▶ [YOUR ASSIGNMENT]: Find every line in the entries that holds the string "canvas" and report it.

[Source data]
%%

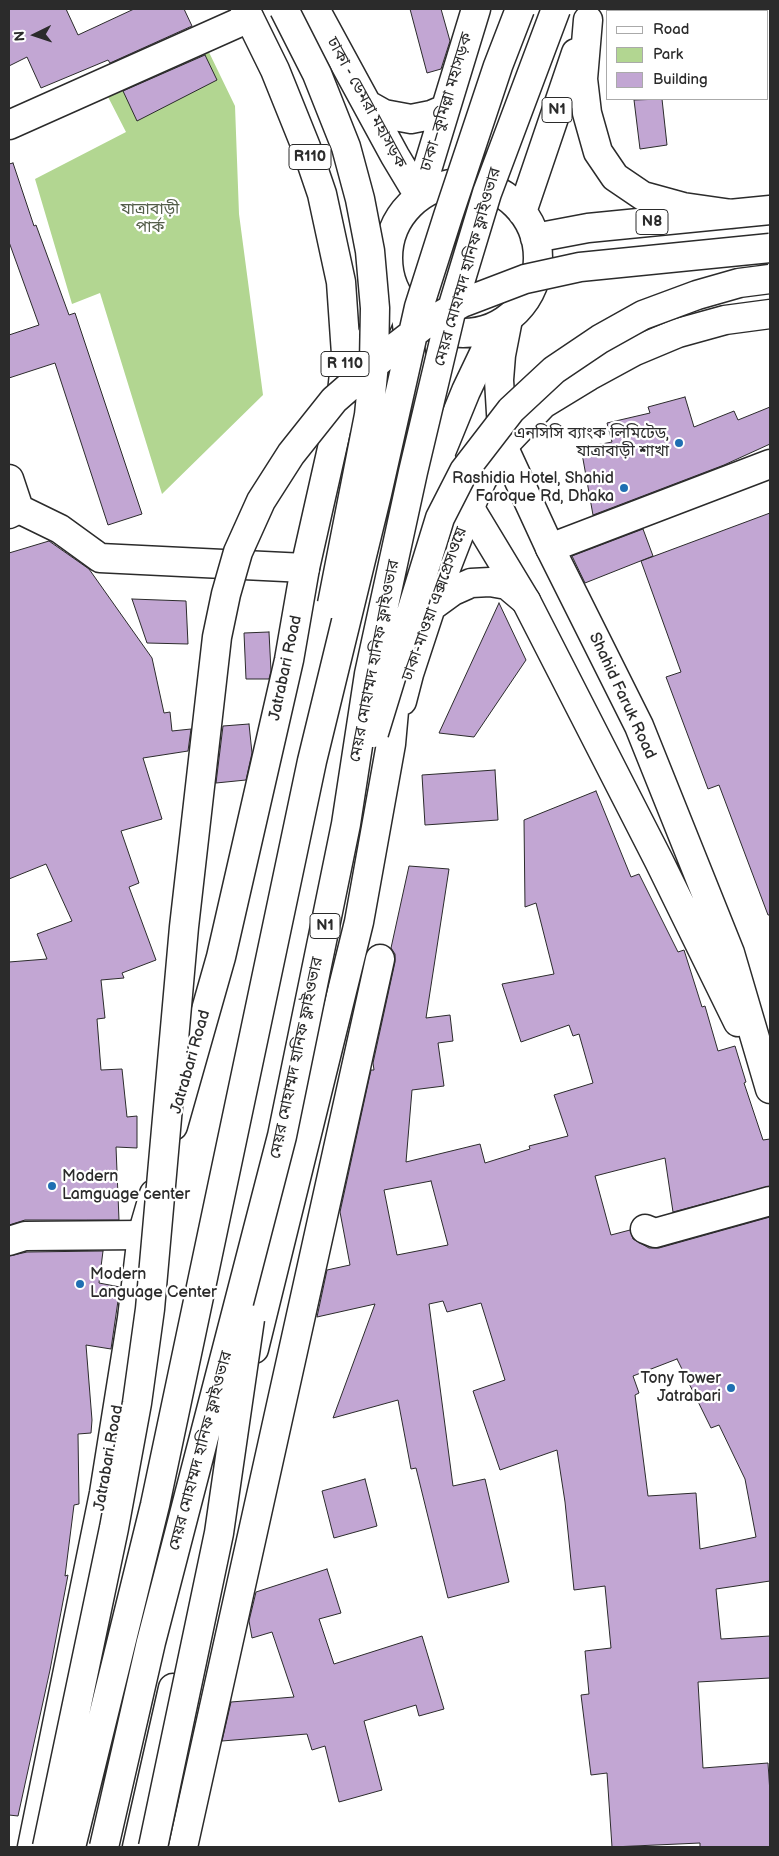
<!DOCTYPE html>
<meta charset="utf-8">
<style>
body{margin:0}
#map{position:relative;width:779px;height:1856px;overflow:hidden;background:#fff;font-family:"Balsamiq Sans",sans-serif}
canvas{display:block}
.frame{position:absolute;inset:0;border:10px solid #2b2b2b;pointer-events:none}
.legend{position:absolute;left:606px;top:10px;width:162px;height:90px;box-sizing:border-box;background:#fff;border:1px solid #aaa;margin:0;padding:6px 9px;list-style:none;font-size:15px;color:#2b2b2b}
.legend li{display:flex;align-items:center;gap:10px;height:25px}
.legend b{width:25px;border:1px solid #aaa}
.north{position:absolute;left:10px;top:10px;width:50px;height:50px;-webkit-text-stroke:4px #fff;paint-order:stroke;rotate:266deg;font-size:14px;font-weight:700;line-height:20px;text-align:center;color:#2b2b2b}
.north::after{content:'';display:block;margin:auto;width:18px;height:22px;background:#2b2b2b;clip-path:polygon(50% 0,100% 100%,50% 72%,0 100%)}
</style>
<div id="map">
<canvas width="779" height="1856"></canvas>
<div class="frame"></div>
<ul class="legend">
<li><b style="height:6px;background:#fff"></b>Road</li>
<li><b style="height:14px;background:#b2d691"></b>Park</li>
<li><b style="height:14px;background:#c2a6d3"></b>Building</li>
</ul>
<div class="north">N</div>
</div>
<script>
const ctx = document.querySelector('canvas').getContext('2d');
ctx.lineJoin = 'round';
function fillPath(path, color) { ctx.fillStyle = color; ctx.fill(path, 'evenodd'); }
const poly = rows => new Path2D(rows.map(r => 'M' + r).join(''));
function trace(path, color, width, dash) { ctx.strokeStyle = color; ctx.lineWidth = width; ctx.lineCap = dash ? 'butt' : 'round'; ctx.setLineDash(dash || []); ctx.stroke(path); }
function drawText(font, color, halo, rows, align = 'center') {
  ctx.font = font + ' "Balsamiq Sans","Noto Sans Bengali",sans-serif'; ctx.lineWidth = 4.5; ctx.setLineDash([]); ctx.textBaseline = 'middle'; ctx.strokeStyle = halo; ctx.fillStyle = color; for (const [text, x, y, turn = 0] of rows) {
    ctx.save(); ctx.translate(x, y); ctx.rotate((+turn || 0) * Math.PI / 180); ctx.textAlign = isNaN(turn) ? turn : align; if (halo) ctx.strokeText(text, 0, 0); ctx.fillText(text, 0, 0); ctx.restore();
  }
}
fillPath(poly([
 [205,44,235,106,239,214,263,395,162,494,100,293,72,304,35,179,126,132,106,93]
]), '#b2d691');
const building = poly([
 [9,9,66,9,78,35,134,9,184,9,192,26,110,63,108,60,41,88,27,57,9,66,9,9],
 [410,9,441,9,450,41,441,69,427,73,410,9],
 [205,55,217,80,137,121,123,91,205,55],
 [662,99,667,145,640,149,634,100,662,99],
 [13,163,34,226,36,225,69,315,75,313,142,514,108,525,55,363,9,378,9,335,39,325,9,242,9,164,13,163],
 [685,397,694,427,734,411,738,420,770,407,770,444,724,465,593,515,581,448,612,442,607,423,650,413,648,407,685,397],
 [770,513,770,915,768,915,719,785,708,789,666,677,681,672,641,561,770,513],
 [643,529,653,556,585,583,572,556,643,529],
 [49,541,89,569,152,658,164,713,170,712,172,731,191,729,188,751,143,758,162,819,121,831,139,883,129,887,156,960,122,973,124,978,101,980,105,1018,97,1019,101,1070,122,1069,127,1117,137,1116,137,1148,116,1147,119,1220,25,1220,9,1225,9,962,47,959,37,934,72,921,46,864,9,879,9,553,49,541],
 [132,599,186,601,188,644,147,643,132,599],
 [499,603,526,660,474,737,439,733,499,603],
 [269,632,271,671,269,679,246,679,244,633,269,632],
 [249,724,252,753,246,780,216,783,223,726,249,724],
 [495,770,498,820,425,825,422,775,495,770],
 [596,791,631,877,639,874,678,952,684,950,702,1007,705,1006,718,1051,735,1046,746,1082,744,1083,763,1140,770,1139,770,1186,673,1212,665,1158,595,1176,611,1235,630,1230,633,1239,649,1248,659,1248,770,1217,770,1581,716,1589,721,1639,770,1636,770,1678,698,1682,703,1768,768,1763,770,1793,770,1847,700,1847,700,1843,612,1847,607,1773,591,1775,581,1695,589,1694,585,1651,611,1648,605,1586,574,1590,565,1502,557,1450,500,1470,473,1391,505,1380,481,1303,447,1312,443,1301,429,1304,453,1486,485,1479,509,1582,448,1598,416,1468,411,1469,398,1400,333,1418,375,1304,317,1317,327,1270,350,1265,340,1212,371,1070,374,1070,373,1063,395,962,395,954,391,948,409,866,449,869,426,1018,450,1015,453,1041,438,1043,444,1086,412,1090,406,1162,480,1144,485,1163,530,1149,529,1146,568,1136,554,1095,593,1083,579,1034,573,1036,569,1025,521,1042,502,984,554,974,536,903,525,907,524,820,596,791],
 [431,1181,448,1245,397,1255,384,1190,431,1181],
 [677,1359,711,1428,719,1425,745,1479,756,1537,700,1549,696,1493,648,1496,635,1395,639,1393,633,1376,677,1359],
 [103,1251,99,1283,120,1287,111,1349,86,1345,92,1420,91,1433,78,1434,79,1504,74,1505,65,1576,68,1575,50,1670,18,1816,9,1815,9,1256,27,1252,103,1251],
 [365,1479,377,1526,334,1538,322,1491,365,1479],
 [327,1569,341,1613,319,1619,334,1664,422,1636,444,1709,419,1716,416,1705,364,1721,382,1790,339,1802,325,1746,312,1750,307,1734,222,1741,231,1702,294,1697,272,1632,252,1638,249,1621,256,1592,327,1569]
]);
fillPath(building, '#c2a6d3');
trace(building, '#2b2b2b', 1);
const street = poly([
 [9,125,249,18],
 [9,479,19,509],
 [9,514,19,509,60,529,100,558,305,568],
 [550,548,770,464],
 [645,1229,655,1233,770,1201],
 [9,1241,25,1236,142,1235],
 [183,1847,380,959]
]);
const secondary = poly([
 [405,307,410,350,429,422],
 [508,319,501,355,499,380,503,446,550,548,639,726,730,953,770,1089],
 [340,413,439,457,526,601,659,861,738,1022]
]);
const primary = poly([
 [245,9,275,70,306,147,322,194,341,282,346,354,341,402],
 [315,9,395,156,419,196],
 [588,20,583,79,587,113,598,152,615,177,643,196,683,207,732,214],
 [368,105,384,114,411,119,431,115,445,109],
 '388 258a75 75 0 1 1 150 0a75 75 0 1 1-150 0Z',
 [419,196,476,9],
 [522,212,576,53],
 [535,238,588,228,770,210],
 [372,334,393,288],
 [408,588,420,529,439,457,466,391,497,326],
 [431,607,453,591,471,583,490,582,507,585,526,601],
 [402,701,409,674,431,607,469,509,482,480,503,446,543,404,589,376,635,351,678,333,725,320,770,314],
 [173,1126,221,957,289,660,305,568,340,413,353,381],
 [254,1349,359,922,391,744,397,678],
 [32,1847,104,1493,132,1318,142,1235,154,1194],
 [137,1847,173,1688]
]);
trace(street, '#2b2b2b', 31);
trace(secondary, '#2b2b2b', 31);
trace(primary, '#2b2b2b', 31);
trace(street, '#fff', 28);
trace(secondary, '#fff', 28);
trace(primary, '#fff', 28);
const highwayBridge = poly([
 [284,9,317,74,346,147,360,199,370,251,375,308,374,364,369,415,332,604],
 [374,733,440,518,464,471,511,410,554,370,600,339,643,315,697,295,739,283,770,279],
 [47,1847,114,1528,137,1403,150,1309,184,927,217,637,226,594,238,552,261,501,291,454,334,400,389,352,424,325,462,303,525,279,580,267,770,248],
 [71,1847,155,1505,312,761,377,494,419,307,448,216,498,66,520,9],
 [104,1847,151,1642,282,1136,346,824,369,674,413,472,451,312,487,193,556,9],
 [153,1847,219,1533,250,1319]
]);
trace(highwayBridge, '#2b2b2b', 31, []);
trace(highwayBridge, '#fff', 28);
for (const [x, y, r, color] of [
 [679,443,5,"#1f6fb2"],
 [624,488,5,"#1f6fb2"],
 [52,1186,5,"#1f6fb2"],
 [80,1284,5,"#1f6fb2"],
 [731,1388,5,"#1f6fb2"]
]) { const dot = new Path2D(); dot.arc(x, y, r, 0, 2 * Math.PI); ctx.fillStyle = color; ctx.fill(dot); trace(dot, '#fff', 2); }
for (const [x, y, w] of [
 [557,110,30],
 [310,157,42],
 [652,222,32],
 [345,364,48],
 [325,926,30]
]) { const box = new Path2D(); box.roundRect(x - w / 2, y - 12.5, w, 25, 4); ctx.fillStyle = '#fff'; ctx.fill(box); trace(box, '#2b2b2b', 1); }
drawText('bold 15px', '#2b2b2b', null, [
 ["N1",557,110],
 ["R110",310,157],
 ["N8",652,222],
 ["R 110",345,364],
 ["N1",325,926]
]);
drawText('16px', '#2b2b2b', '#fff', [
 ["ঢাকা–কুমিল্লা মহাসড়ক",447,102,-73],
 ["ঢাকা - ডেমরা মহাসড়ক",366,103,61],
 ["মেয়র মোহাম্মদ হানিফ ফ্লাইওভার",468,267,-74],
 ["ঢাকা-মাওয়া এক্সপ্রেসওয়ে",435,604,-70],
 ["মেয়র মোহাম্মদ হানিফ ফ্লাইওভার",375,661,-79],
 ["Jatrabari Road",286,668,-78],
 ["Shahid Faruk Road",622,696,65],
 ["মেয়র মোহাম্মদ হানিফ ফ্লাইওভার",297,1058,-78],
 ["Jatrabari Road",191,1062,-74],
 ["মেয়র মোহাম্মদ হানিফ ফ্লাইওভার",201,1451,-75],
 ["Jatrabari Road",109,1458,-80]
]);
drawText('16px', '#545e4a', '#fff', [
 ["যাত্রাবাড়ী",150,210],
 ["পার্ক",150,228]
]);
drawText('16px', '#2b2b2b', '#fff', [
 ["এনসিসি ব্যাংক লিমিটেড,",669,434],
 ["যাত্রাবাড়ী শাখা",669,452],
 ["Rashidia Hotel, Shahid",614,479],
 ["Faroque Rd, Dhaka",614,497],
 ["Modern",62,1177,"left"],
 ["Lamguage center",62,1195,"left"],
 ["Modern",90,1275,"left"],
 ["Language Center",90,1293,"left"],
 ["Tony Tower",721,1379],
 ["Jatrabari",721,1397]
], 'right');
</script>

%%

▶ [FINISHED EXERCISE]:
canvas{display:block}
<canvas width="779" height="1856"></canvas>
const ctx = document.querySelector('canvas').getContext('2d');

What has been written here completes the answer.